L’homme qui a mené Marseille à la Ligue des champions est rarement connu en dehors de la France et de la Belgique, mais sa magie tactique font de lui un personnage fascinant.

La première finale après le changement de nom de la première compétition de clubs d’Europe en Ligue des champions a eu lieu ce mardi, il y a 27 ans. C’était une vraie catastrophe. Marseille, qui avait battu le Milan 1-0 à Munich, avait disputé une finale encore plus sinistre deux ans plus tôt, en s’inclinant aux tirs au but face à l’Étoile Rouge de Belgrade en Coupe d’Europe. Ces deux exploits sans éclat expliquent en partie pourquoi le manager de Marseille de l’époque, Raymond Goethals, est rarement considéré comme un grand en dehors de la France et de sa Belgique natale, malgré une carrière extraordinaire de près de quatre décennies.

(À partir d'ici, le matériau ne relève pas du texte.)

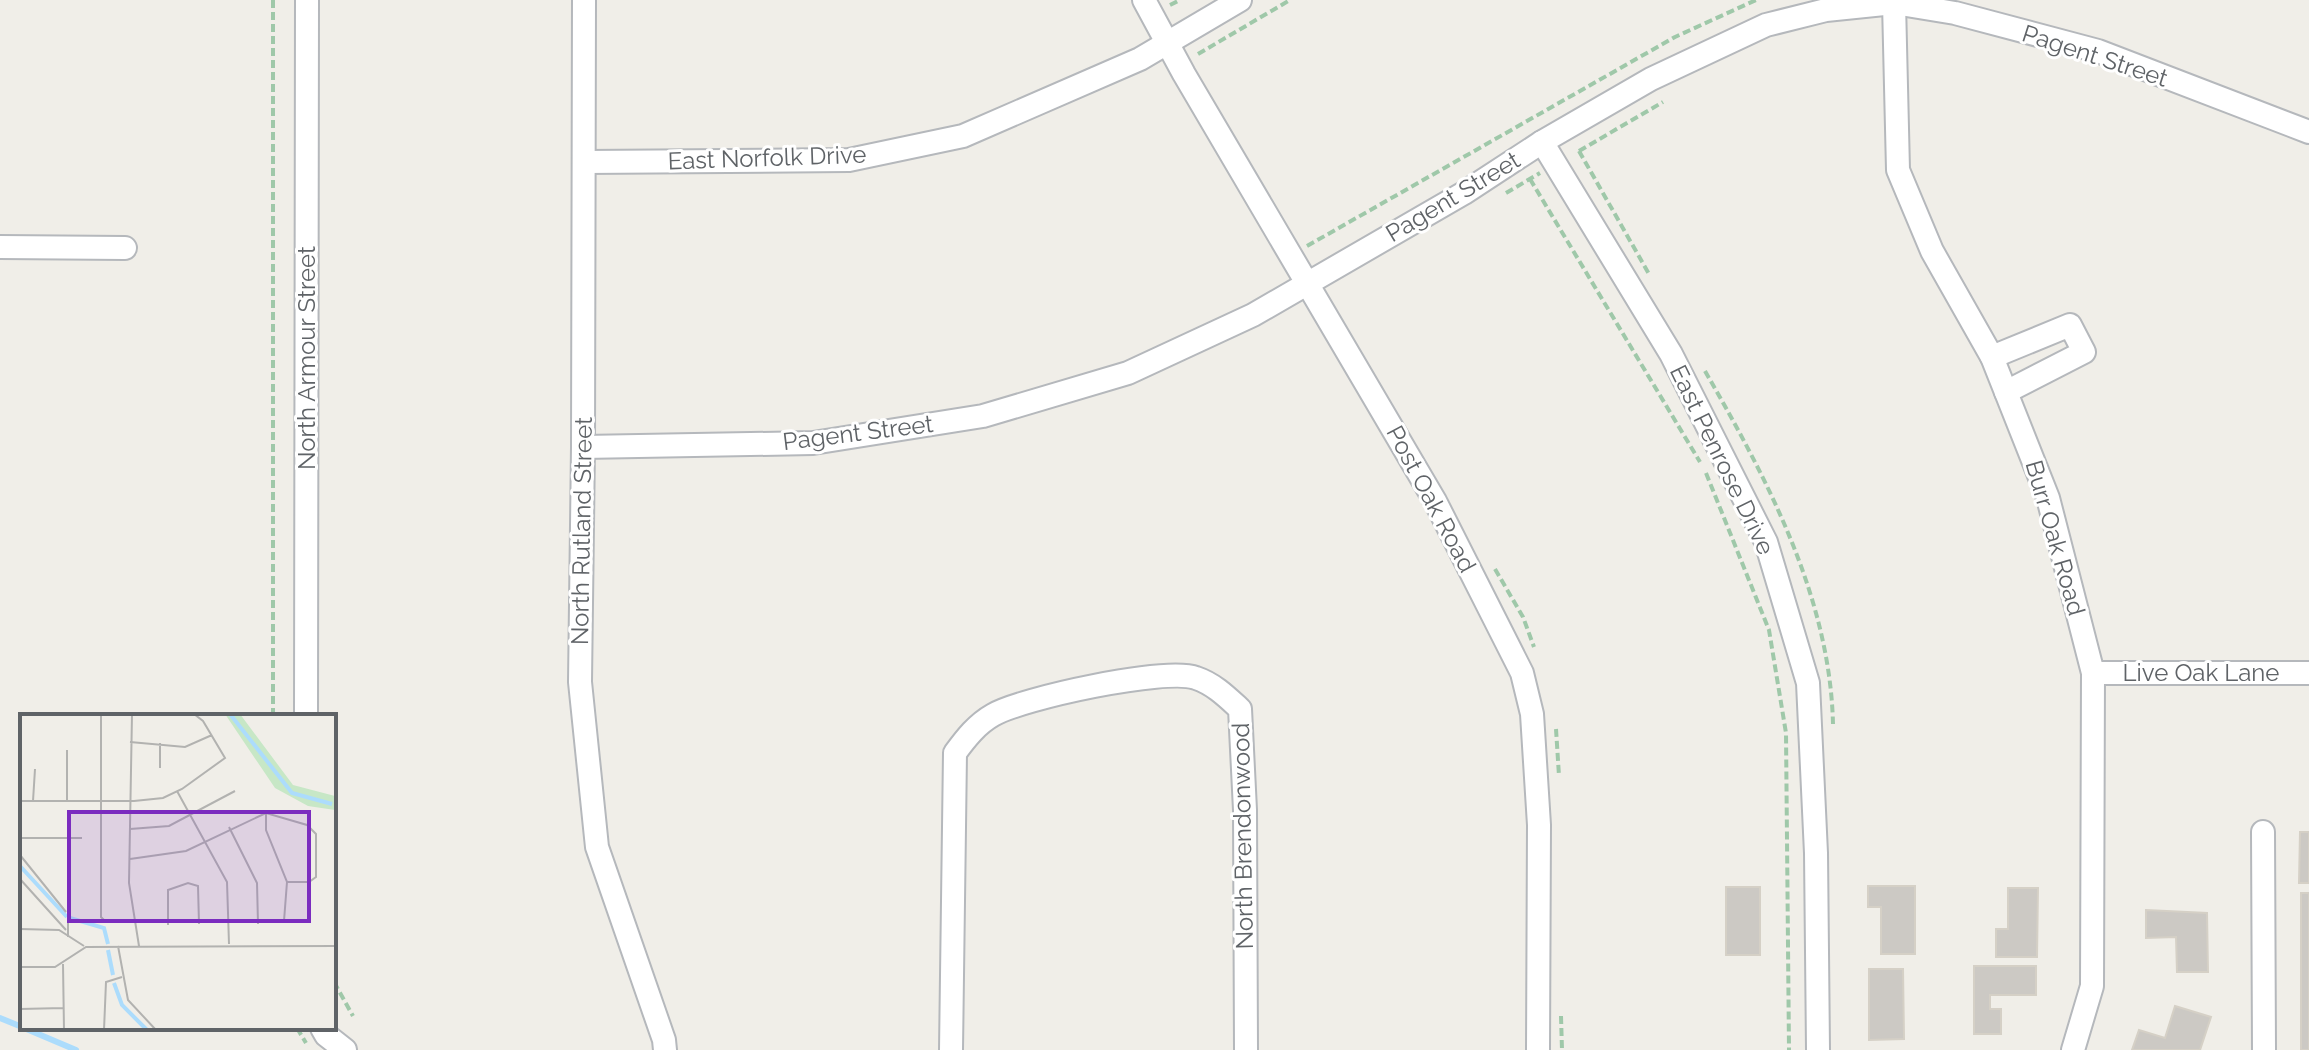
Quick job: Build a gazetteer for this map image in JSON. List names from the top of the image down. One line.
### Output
{"streets":{"street":["Pagent Street","East Norfolk Drive","North Armour Street","East Penrose Drive","Post Oak Road","North Rutland Street","Burr Oak Road","Live Oak Lane","North Brendonwood"]},"crossings":[["Pagent Street","East Penrose Drive"],["Pagent Street","Post Oak Road"],["Pagent Street","North Rutland Street"],["Pagent Street","Burr Oak Road"],["East Norfolk Drive","Post Oak Road"],["East Norfolk Drive","North Rutland Street"],["Burr Oak Road","Live Oak Lane"]]}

Mais il y a d’autres raisons. Il était un entraîneur habile et un personnage divertissant qui avait presque toujours une cigarette à la bouche, avec ses cheveux distinctifs visiblement teints en noir, tout en portant, la plupart des jours de match, un anorak bouffant que la superstition lui interdisait de laver. Les Goethals ont eu tendance à être éclipsés pendant son passage à l’Olympique de Marseille, par le propriétaire scandaleux du club, Bernard Tapie, qui avait racheté l’OM la même semaine de 1986 que Silvio Berlusconi avait pris le contrôle de Milan. Pendant des années, le football européen a été un champ de bataille entre deux égos colossaux cherchant une forme de validation qu’ils ne pouvaient obtenir par leurs conquêtes commerciales et politiques. Pour Tapie, qui se voyait aussi comme un acteur, faire de Marseille un champion d’Europe était “comme prendre le rôle de [Jack] Nicholson dans One Flew Over the Cuckoo’s Nest”.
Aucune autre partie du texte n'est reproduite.